Профессор Майер лишь улыбнулся внутренне: во внешних проявлениях чувств он был ограничен.
— Как вы себя чувствуете, профессор? — подошел к нему Фельдман.
— Хорошо, — ответил Майер, тщательно выговаривая слова, только, пожалуй, немного смущен…
— Не жалеете? — спросил Фельдман.
— Как сказать… — ответил профессор. — Вы же знаете, я был в принципе против этого. Незаменимых людей нет.
— А вы? Я бывал на ваших лекциях, но из того, что вы говорили, не понял и десятой части. Математическая символика, все эти кванторы общности не для меня.
— Прошу вас… — Майер попытался остановить его.
— Нет уж, сэр, позвольте мне досказать. Вы продолжили работу Эйнштейна и других. Закончить ее никто, кроме вас, не сможет! Никто! А вам необходимы еще несколько лет в любой оболочке, какую может дать наука. Я жалею только об одном что нам не удалось найти более подходящего вместилища для вашего интеллекта. Человеческие тела нам были недоступны, поэтому пришлось…
— Главное — сохранить интеллект, а остальное значения не имеет, — сказал Майер. — Только голова у меня все еще кружится.
— Я помню последнюю вашу лекцию в Гарварде, — сжав руки, продолжил Фельдман. — Сэр, вы были так стары! Мне хотелось плакать, глядя на вас. Такое усталое, дряхлое тело…
— Хотите что-нибудь выпить? — спросил Кэссиди, держа в руке бокал.
— Боюсь, что для такой посуды мое новое лицо не подходит, — усмехнулся Майер. — Уж лучше миска.
— Вы правы, — сказал Кэссиди. — Мы дадим вам миску. О боже!
— Сэр, простите нас, — вмешался Фельдман. — Нам крепко досталось. Ужасное напряжение… Целую неделю мы не выходили из операционной, почти не спали; временами у нас просто руки опускались, сэр…
— А вот и ваша миска! — воскликнул Лупович. — Сэр, вам виски или джин?
— Простой воды, пожалуйста, — попросил Майер. — Могу я встать, как вы думаете?
— Только не волнуйтесь. — Лупович снял его со стола и осторожно опустил на пол.
Профессор пошатнулся, но все же устоял на всех четырех ногах.

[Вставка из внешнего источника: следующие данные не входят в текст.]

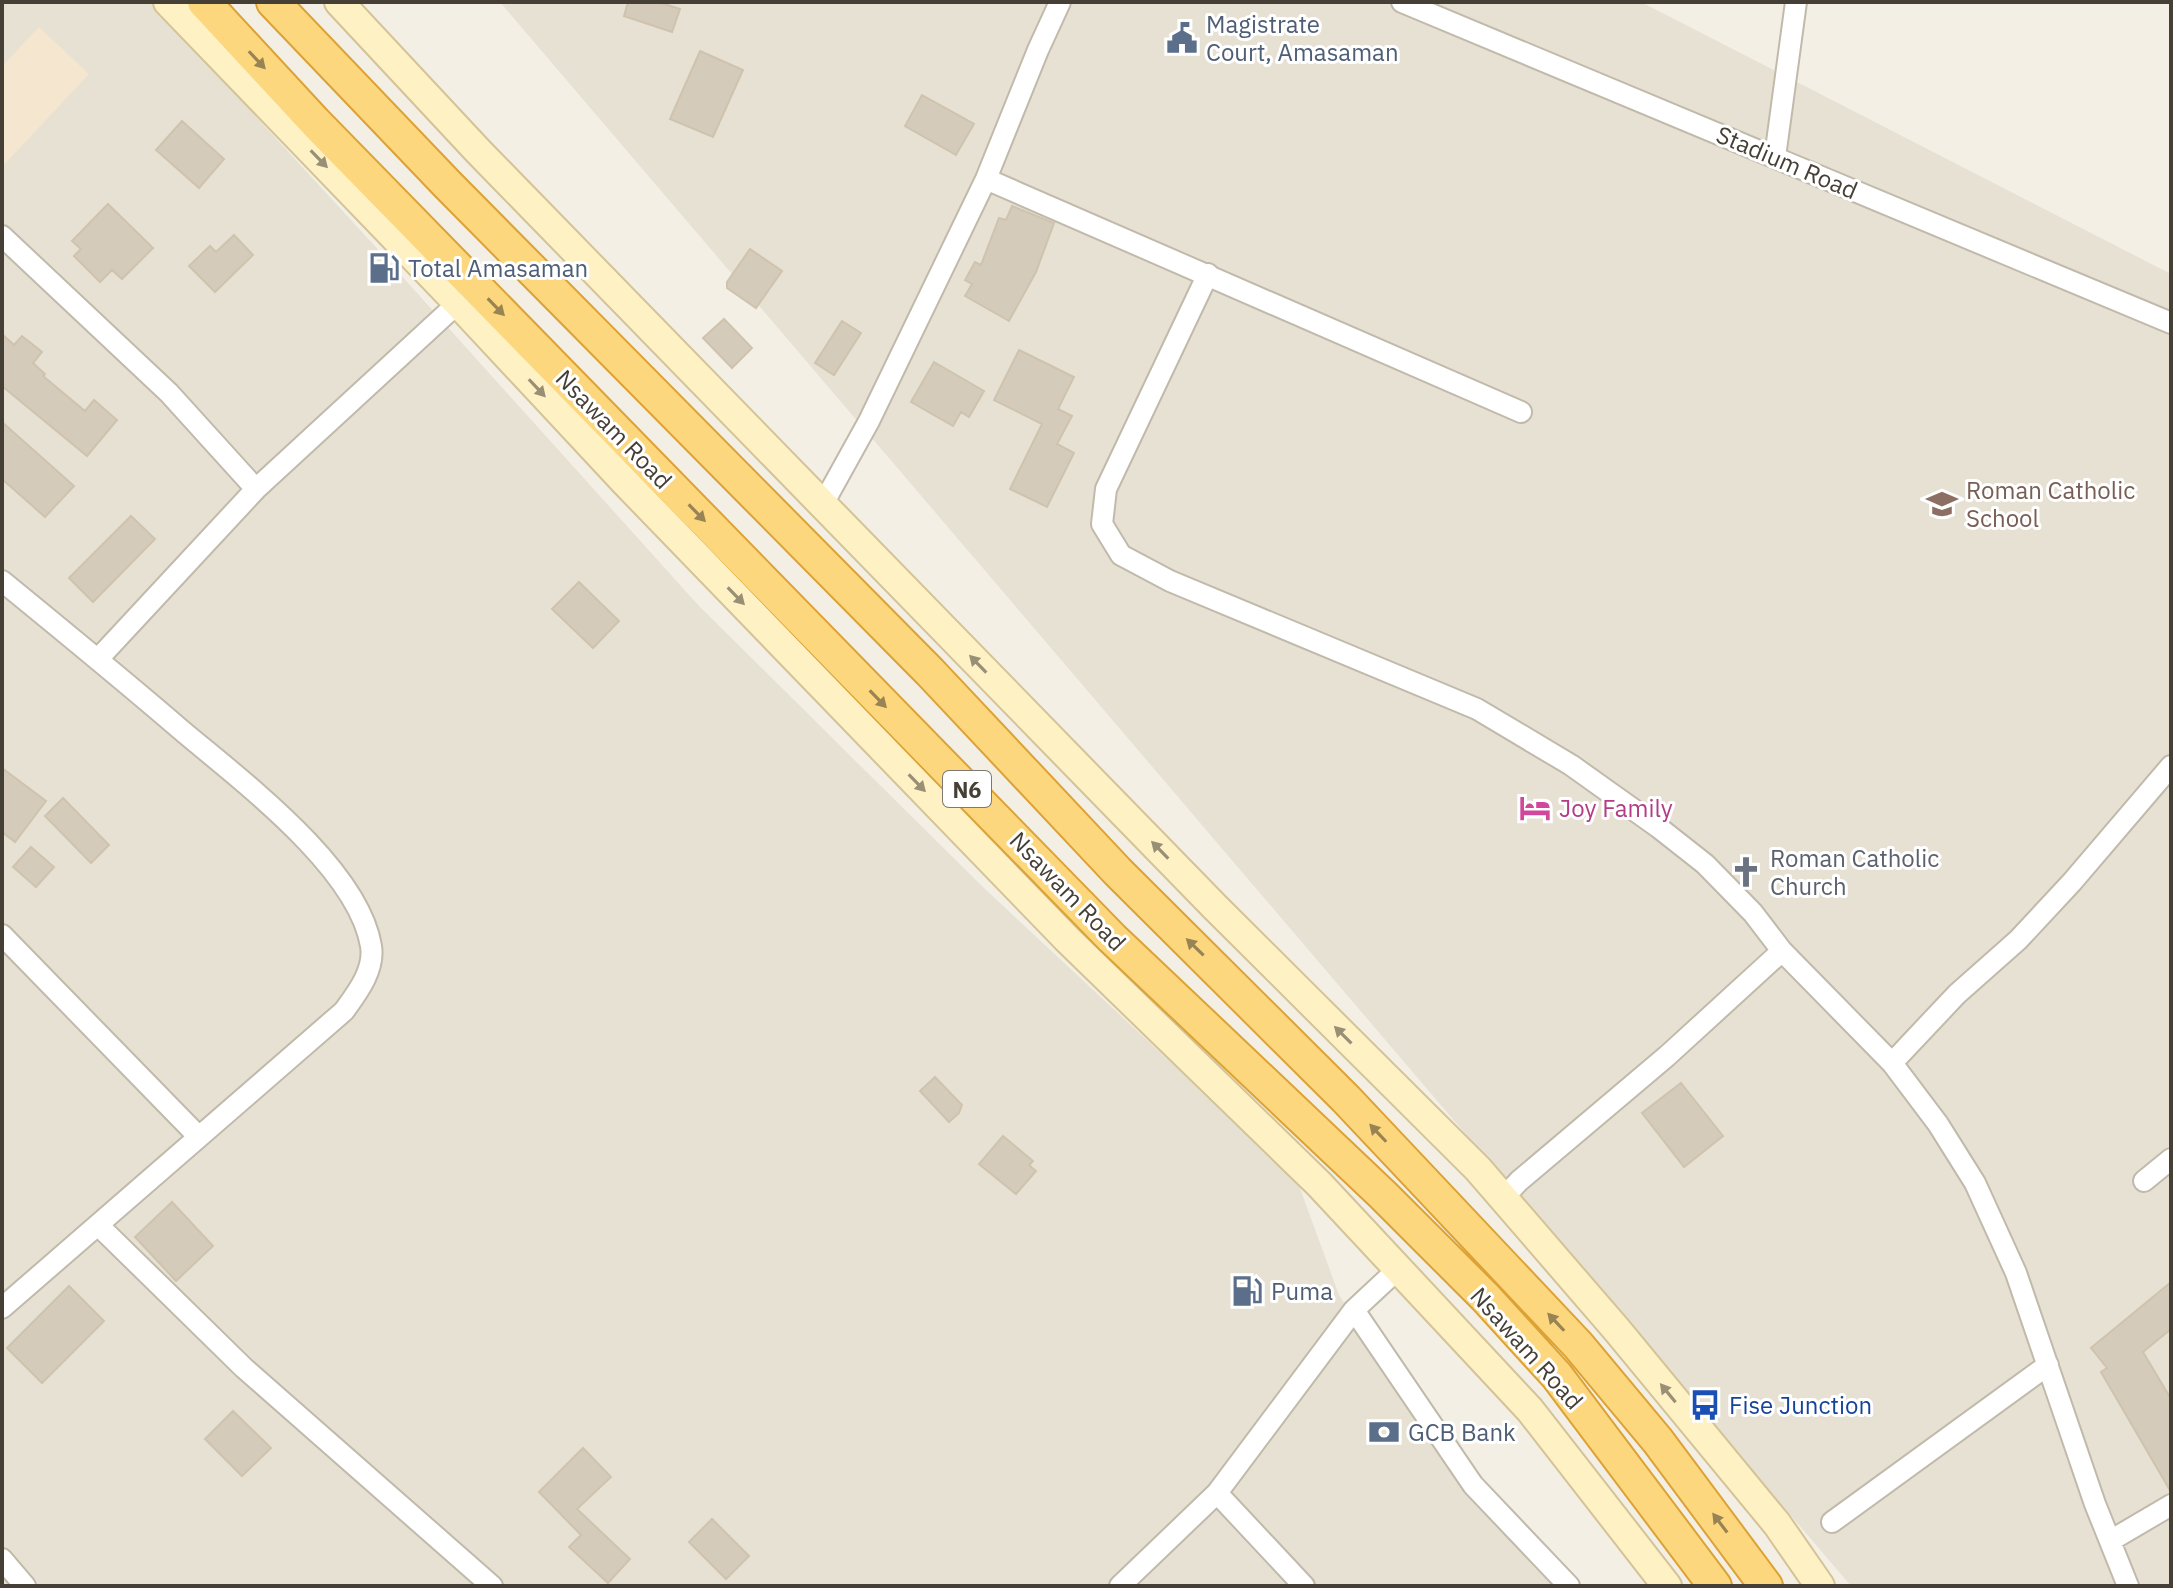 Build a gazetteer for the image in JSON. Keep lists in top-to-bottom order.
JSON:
{
  "streets": {
    "highway": ["Nsawam Road", "N6"],
    "street": ["Stadium Road"]
  },
  "places": {
    "public building": ["Magistrate Court, Amasaman"],
    "fuel station": ["Total Amasaman", "Puma"],
    "school or university": ["Roman Catholic School"],
    "hotel": ["Joy Family"],
    "church": ["Roman Catholic Church"],
    "bus stop": ["Fise Junction"],
    "bank": ["GCB Bank"]
  }
}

— Браво! — раздалось вокруг.
— Мне кажется, завтра я смогу начать работать, — сказал Майер. — Но для того, чтобы я смог писать, нужно придумать какой-нибудь механизм, думаю, это будет не очень сложно. Разумеется, возникнут и другие трудности. У меня в голове не все прояснилось.
— Самое главное — не торопиться!
— О, нет! А где здесь ванная?
— Зачем? — переглянулись молодые люди.
— Заткнитесь, идиоты! Вот сюда, сэр. Я помогу вам открыть дверь.
Оценивая на ходу преимущества передвижения на четырех конечностях, Майер последовал за врачом.
Вернувшись, он обнаружил, что в комнате идет разговор о технических подробностях операции:
— …впервые за миллионы лет!
— Я не согласен. Можно сказать…
— Мальчик, не читай лекции. Ты же знаешь, одна неприятность лезла на другую. Нам просто повезло!
— Ну уж нет! Из этих биоэлектрических изменений некоторые…
— Тише, он идет!
— Слишком много ходить ему пока не следует. Ну, малыш, как ты себя чувствуешь?
— Я вам не «малыш», — ответил профессор. — Я достаточно стар, чтобы быть вашим дедушкой!
— Простите, сэр, но мне кажется, что вам пора спать.
— Да, я еще слаб, — вздохнул профессор, — и голова еще кружится.
Кент поднял его и положил на койку. Улыбаясь, очень довольные собой, они окружили его и обхватили друг друга за плечи.
— Что бы вы еще хотели, сэр?
— Вот ваша миска с водой, сэр!
— Отдыхайте, сэр, — нежно произнес Кэссиди, и непроизвольно, почти машинально, потрепал профессора по его длинной поросшей гладкой шерстью голове.
Фельдман что-то нечленораздельно выкрикнул.
— Простите, сэр, я совсем забылся, — смущенно пробормотал Кэссиди.
— Нам нужно следить друг за другом. В конце концов он же человек.
— Конечно, конечно, я знаю, но это, должно быть, от усталости… И все же он так похож на собаку, что можно забыть…
— Быстро убирайтесь отсюда! — приказал Фельдман, вытолкнув всех за дверь, и вернулся к Майеру.
— Сэр, что вы еще хотите?
Майер пытался заговорить, но слова застряли у него в горле.
— Даю слово, что это больше никогда не повторится, сэр. Ведь вы — профессор Майер.
Тело профессора вздрогнуло, и врач быстро накрыл его одеялом.
— Не расстраивайтесь, сэр, все будет хорошо, — увещевал Фельдман, стараясь не глядеть на койку. — Ведь прежде всего — ваш интеллект! Ваш мозг!
— Разумеется, — согласился профессор Майер, великий математик, — только, знаете, мне самому очень страшно, но… не могли бы вы… не могли бы вы почесать меня за ухом?